Limitations of the study include the drop-out rate of 7.3% and the limited sample size of the 115 images ultimately analyzed. Furthermore, the number of readers involved might have biased the results obtained. Another potential source of bias was the 2-week interval chosen between the two assessments, which might have led to “memory bias” [37, 38]. Nevertheless, the effect of this bias is controversial in the literature, with studies on the presence of both strong [38] and weak [37] “memory bias” in imaging studies at two time points.

Moreover, AI might have been overfitted to the OAI dataset, eventually leading to a less pronounced difference between the senior and junior readers for varying datasets due to lower performance of the AI. Additionally, it cannot be ruled out that AI software itself sometimes classifies X-rays incorrectly, and aided image analysis would present readers with inaccurate information. Furthermore, the discrepant finding of better performance for senior residents compared to board-certified orthopaedic surgeons can only be explained by the hypothesis that experienced readers tend to analyze images in a less-structured and faster manner, relying on their long-term experience, but that less experienced readers are more likely to adhere to presented image classification systems.

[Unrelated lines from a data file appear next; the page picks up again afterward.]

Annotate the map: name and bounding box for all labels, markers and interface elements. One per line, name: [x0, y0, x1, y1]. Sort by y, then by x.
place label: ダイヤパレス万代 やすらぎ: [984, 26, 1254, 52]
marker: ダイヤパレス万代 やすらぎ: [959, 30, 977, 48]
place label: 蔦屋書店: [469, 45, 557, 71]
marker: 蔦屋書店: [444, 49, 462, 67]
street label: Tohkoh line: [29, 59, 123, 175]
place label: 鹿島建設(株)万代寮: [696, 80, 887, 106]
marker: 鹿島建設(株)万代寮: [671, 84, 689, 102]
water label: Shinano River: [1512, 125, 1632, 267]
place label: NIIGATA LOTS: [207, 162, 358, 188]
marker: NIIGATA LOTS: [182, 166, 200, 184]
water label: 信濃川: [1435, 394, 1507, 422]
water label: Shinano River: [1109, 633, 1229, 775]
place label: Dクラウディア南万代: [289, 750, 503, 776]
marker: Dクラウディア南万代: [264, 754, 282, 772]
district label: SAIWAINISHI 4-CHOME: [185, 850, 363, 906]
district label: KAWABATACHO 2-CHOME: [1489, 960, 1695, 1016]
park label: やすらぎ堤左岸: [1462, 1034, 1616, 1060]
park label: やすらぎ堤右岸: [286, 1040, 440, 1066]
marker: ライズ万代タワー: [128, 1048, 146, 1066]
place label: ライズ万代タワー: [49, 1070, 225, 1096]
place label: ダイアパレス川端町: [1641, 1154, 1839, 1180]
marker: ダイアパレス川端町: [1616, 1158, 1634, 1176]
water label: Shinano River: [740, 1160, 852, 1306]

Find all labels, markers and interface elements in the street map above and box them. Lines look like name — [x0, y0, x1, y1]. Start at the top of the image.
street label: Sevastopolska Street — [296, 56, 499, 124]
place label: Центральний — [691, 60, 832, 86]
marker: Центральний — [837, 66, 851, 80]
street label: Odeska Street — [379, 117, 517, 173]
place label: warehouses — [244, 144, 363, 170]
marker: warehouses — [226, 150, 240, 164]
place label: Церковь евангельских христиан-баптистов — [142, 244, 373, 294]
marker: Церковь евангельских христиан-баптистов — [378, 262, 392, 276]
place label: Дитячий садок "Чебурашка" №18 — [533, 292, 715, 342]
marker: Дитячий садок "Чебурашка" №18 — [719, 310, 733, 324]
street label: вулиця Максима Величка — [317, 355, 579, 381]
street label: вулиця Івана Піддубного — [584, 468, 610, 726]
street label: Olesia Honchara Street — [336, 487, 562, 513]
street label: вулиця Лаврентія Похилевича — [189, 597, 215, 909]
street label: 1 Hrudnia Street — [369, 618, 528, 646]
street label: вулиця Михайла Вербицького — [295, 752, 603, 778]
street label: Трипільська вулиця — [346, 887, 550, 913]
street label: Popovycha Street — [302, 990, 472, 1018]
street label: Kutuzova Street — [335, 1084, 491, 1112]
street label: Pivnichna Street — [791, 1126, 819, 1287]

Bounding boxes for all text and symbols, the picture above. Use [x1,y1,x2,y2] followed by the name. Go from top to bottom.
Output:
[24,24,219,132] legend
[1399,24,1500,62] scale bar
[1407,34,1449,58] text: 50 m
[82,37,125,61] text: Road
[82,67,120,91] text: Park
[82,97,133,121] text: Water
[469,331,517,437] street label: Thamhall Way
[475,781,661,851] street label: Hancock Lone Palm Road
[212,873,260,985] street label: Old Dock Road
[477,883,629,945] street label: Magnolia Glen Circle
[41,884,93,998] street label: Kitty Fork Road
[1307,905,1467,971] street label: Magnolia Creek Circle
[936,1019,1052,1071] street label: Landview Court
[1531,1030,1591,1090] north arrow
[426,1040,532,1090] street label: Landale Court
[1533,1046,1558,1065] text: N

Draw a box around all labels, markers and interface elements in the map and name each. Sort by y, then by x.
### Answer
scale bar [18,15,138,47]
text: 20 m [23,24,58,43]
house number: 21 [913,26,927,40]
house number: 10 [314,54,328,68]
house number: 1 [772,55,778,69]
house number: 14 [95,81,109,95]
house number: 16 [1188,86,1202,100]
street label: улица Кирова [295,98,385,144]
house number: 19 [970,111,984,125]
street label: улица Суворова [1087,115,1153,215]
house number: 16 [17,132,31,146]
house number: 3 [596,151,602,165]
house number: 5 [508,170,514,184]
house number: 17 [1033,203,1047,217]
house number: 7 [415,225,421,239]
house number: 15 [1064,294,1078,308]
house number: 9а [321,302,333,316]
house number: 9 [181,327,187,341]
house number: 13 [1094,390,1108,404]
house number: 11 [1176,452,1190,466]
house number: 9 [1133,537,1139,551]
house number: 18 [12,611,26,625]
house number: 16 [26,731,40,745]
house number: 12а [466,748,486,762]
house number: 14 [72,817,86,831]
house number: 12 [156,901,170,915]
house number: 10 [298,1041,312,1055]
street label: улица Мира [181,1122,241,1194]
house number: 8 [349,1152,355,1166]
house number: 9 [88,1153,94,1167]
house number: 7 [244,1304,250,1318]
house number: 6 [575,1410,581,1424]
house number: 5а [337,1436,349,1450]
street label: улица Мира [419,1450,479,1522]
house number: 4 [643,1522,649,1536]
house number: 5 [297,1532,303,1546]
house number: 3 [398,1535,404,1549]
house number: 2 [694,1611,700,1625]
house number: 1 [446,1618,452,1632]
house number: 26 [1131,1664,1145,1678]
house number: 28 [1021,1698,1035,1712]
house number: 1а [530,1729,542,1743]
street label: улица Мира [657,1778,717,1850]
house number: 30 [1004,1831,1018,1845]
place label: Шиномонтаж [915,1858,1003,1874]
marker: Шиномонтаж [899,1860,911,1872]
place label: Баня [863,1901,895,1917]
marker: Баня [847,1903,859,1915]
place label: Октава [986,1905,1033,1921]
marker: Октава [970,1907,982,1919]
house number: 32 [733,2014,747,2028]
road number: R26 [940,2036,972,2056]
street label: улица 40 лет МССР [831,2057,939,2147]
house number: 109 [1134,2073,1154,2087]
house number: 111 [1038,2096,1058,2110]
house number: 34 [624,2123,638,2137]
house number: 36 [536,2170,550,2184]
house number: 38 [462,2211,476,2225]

In conclusion, use of AI-based KOALA software leads to improvement in the radiological judgement of senior orthopaedic surgeons with regard to X-ray features indicative of knee OA and KL grade, as measured by the agreement rate and overall accuracy in comparison to the ground truth. Moreover, the agreement and accuracy rates of senior readers were comparable to those of junior readers with aided analysis. Consequently, standard of care may be improved by the additional application of AI-based software in the radiological evaluation of knee OA.